Incident Start: 12 March 2024 08:00

Incident End: 12 March 2024 14:55

Duration: 6 hours, 55 minutes

Affected Services and Features:

Google Kubernetes Engine (GKE)

Regions/Zones: All GPU regions and zones

Description:

Google Kubernetes Engine experienced elevated errors due to failures in downloading some NVIDIA GPU drivers for use with Container-Optimized OS (COS) for a duration of 6 hours, 55 minutes. These failures in downloading the GPU drivers led to node unavailability in some cases and impacted customers using T4, L4, H100 80GB and A100 GPUs, COS milestone 105 or above, and those who were attempting to install GPU driver versions R525 and above.

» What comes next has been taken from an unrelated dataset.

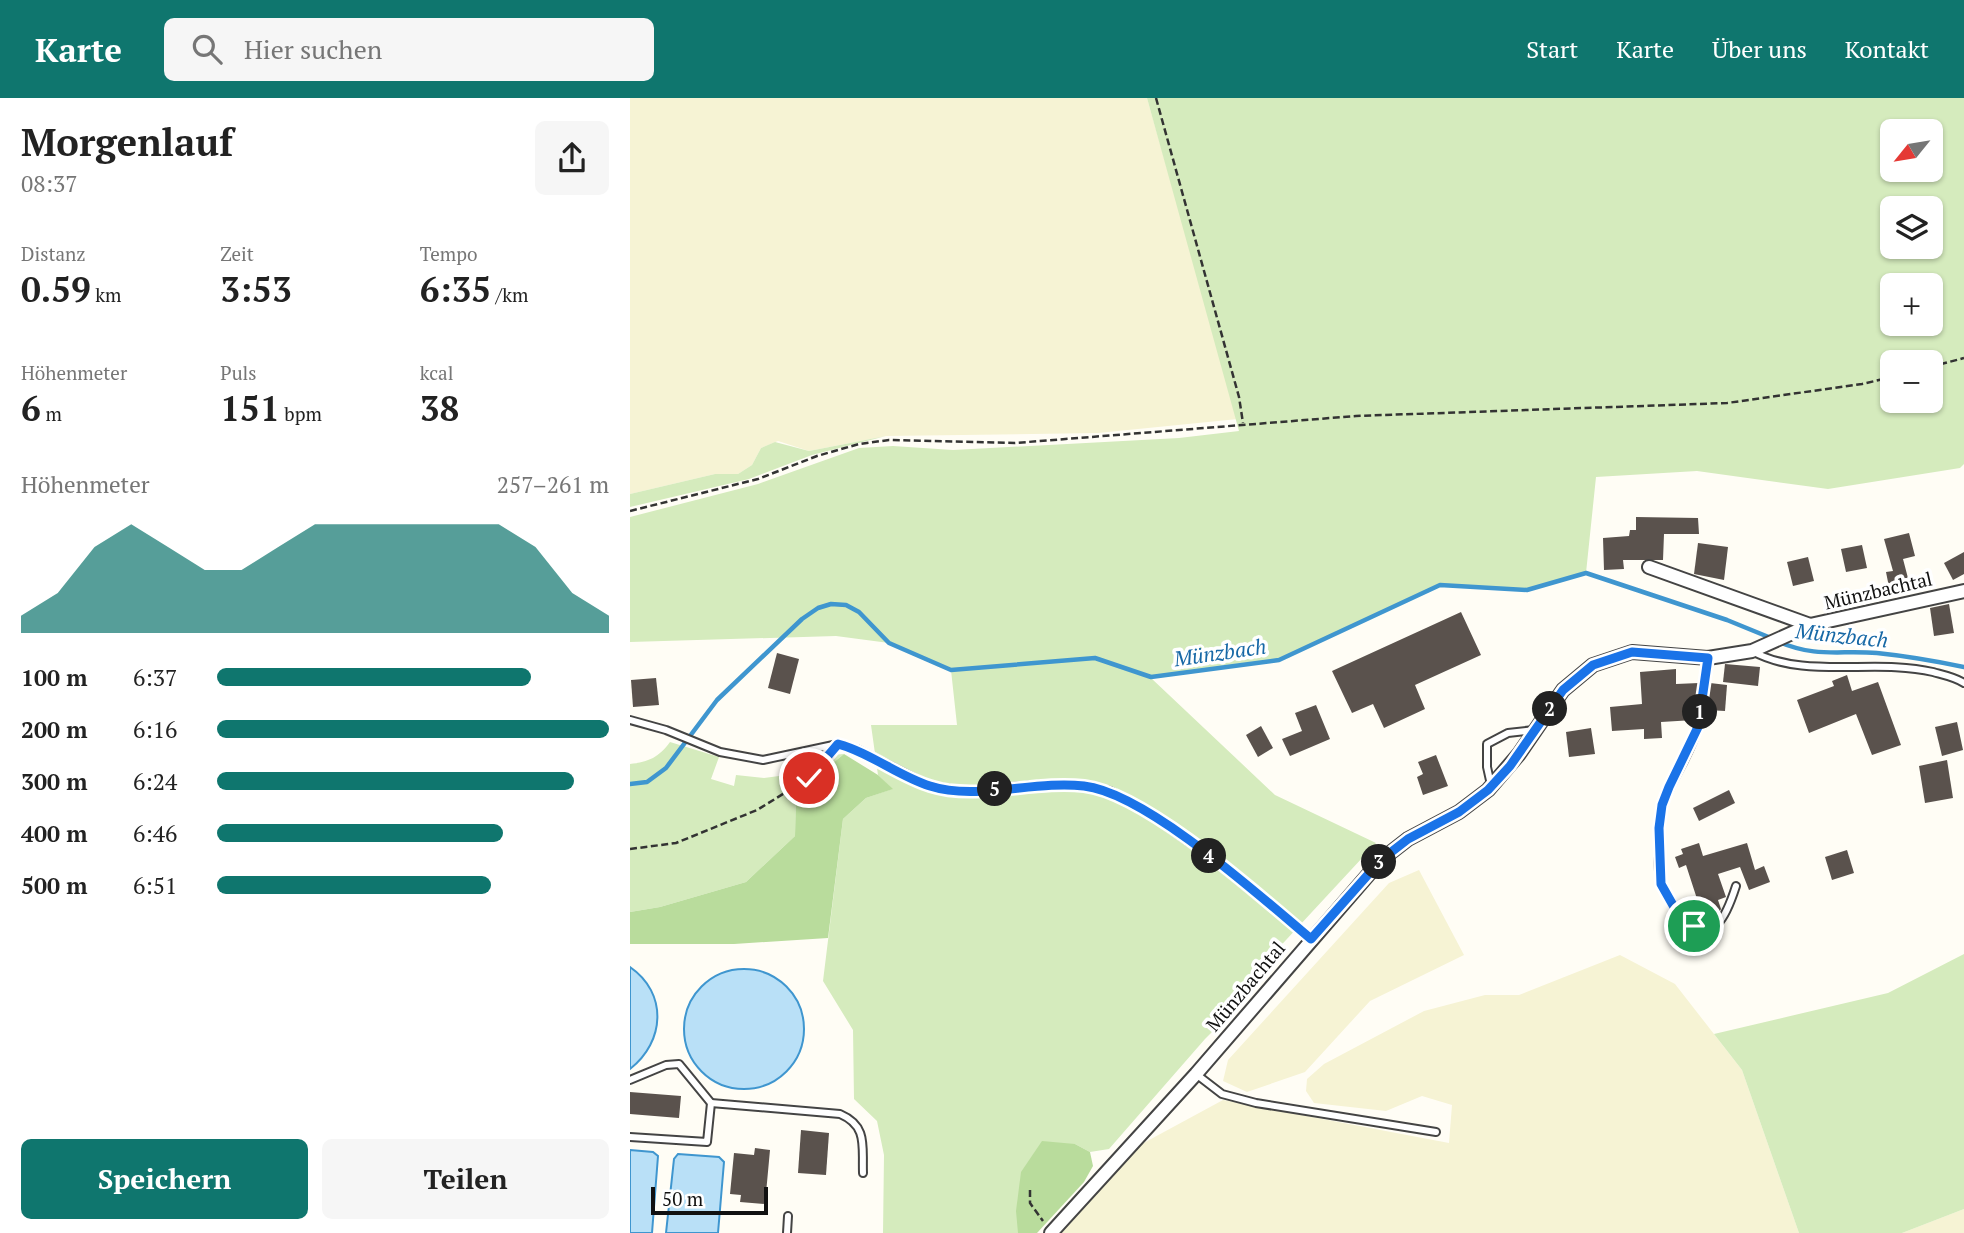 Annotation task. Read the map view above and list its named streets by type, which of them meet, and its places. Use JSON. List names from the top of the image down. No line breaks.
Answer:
{"streets":{"street":["Münzbachtal"]},"water":["Münzbach"],"scale_bar":"50 m","north":"bottom left","page":{"header":"Karte","search":"Hier suchen","nav":["Start","Karte","Über uns","Kontakt"],"heading":["Morgenlauf","08:37"],"map_buttons":["+","−"],"stats":[["Distanz","0.59 km"],["Zeit","3:53"],["Tempo","6:35 /km"],["Höhenmeter","6 m"],["Puls","151 bpm"],["kcal","38"]],"chart":["Höhenmeter","257–261 m"],"list":[{"name":"100 m","note":"6:37"},{"name":"200 m","note":"6:16"},{"name":"300 m","note":"6:24"},{"name":"400 m","note":"6:46"},{"name":"500 m","note":"6:51"}],"pins":["2","1","5","4","3"],"buttons":["Speichern","Teilen"],"scale":"50 m"}} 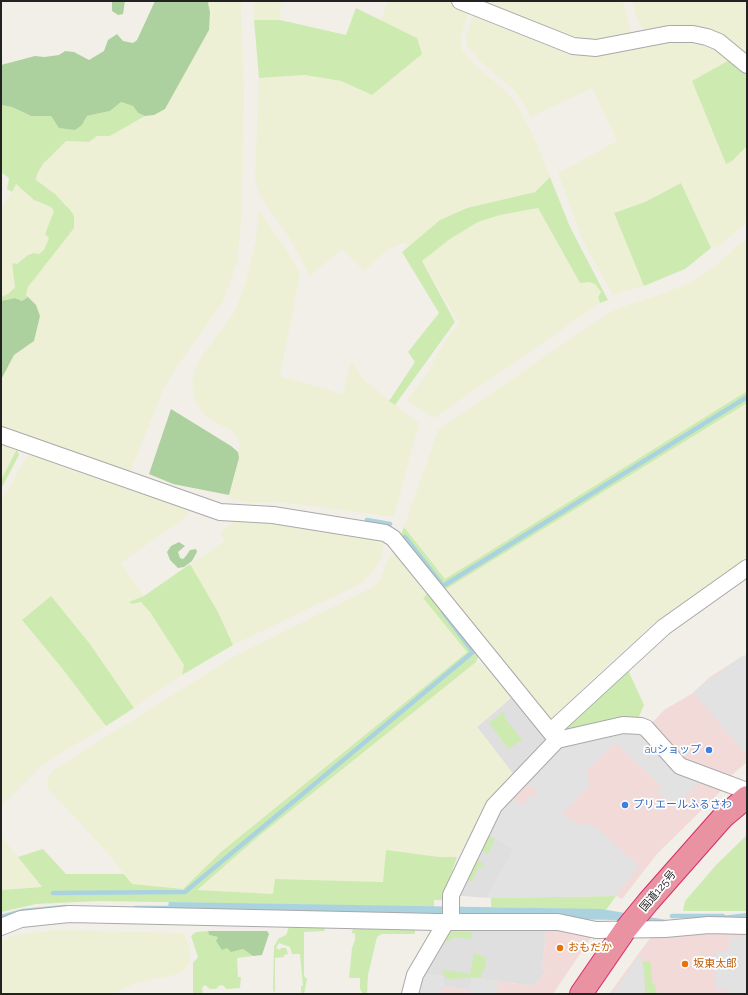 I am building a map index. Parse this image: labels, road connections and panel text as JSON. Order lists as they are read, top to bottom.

From the preliminary analysis, the root cause of the issue was an access issue to the storage bucket required for driver downloads. This is owned by our partner that supplies these GPU drivers. To limit the impact, Google Cloud took swift actions while the issue was happening, by halting automatic node recreations (which attempt GPU driver downloads) until the issue was mitigated. Other GKE features continued to operate normally without disruption.

Customer Impact:

  • GKE users encountered an error "Failed to download GPU driver installer, status: 403 Forbidden" on the GPU node when installing affected GPU drivers using COS. In some cases, the GPU driver download failures led to node unavailability.
  • GPU driver downloads for GPU models P4, P100, V100, K80 were unaffected.

12 Mar 2024 15:39 PDT

The issue with Google Kubernetes Engine affecting customers using NVIDIA GPU drivers on Container Optimized OS (COS) has been resolved as of Tuesday, 2024-03-12 15:09 US/Pacific.

Customers who have disabled auto-repair may need to recreate or restart the affected nodes to regain the functionality.

We will publish an analysis of this incident once we have completed our internal investigation.

We thank you for your patience while we worked on resolving the issue.

12 Mar 2024 14:06 PDT

Summary: Customers using Container-Optimized OS (COS) in Google Kubernetes Engine (GKE) may not be able to fetch specific NVIDIA GPU drivers

Description: We are investigating an issue with Google Kubernetes Engine affecting customers using NVIDIA GPU drivers on Container Optimized OS (COS). Affected Nodes that are newly created or recreated have non functional GPU drivers preventing functioning of workloads using the drivers. Some GPU drivers are unaffected (P4, P100, V100, K80).

Our engineering team continues to work towards resolving the driver fetching issue.

We will provide more information by Tuesday, 2024-03-12 18:00 US/Pacific.

We apologize to all who are affected by the disruption.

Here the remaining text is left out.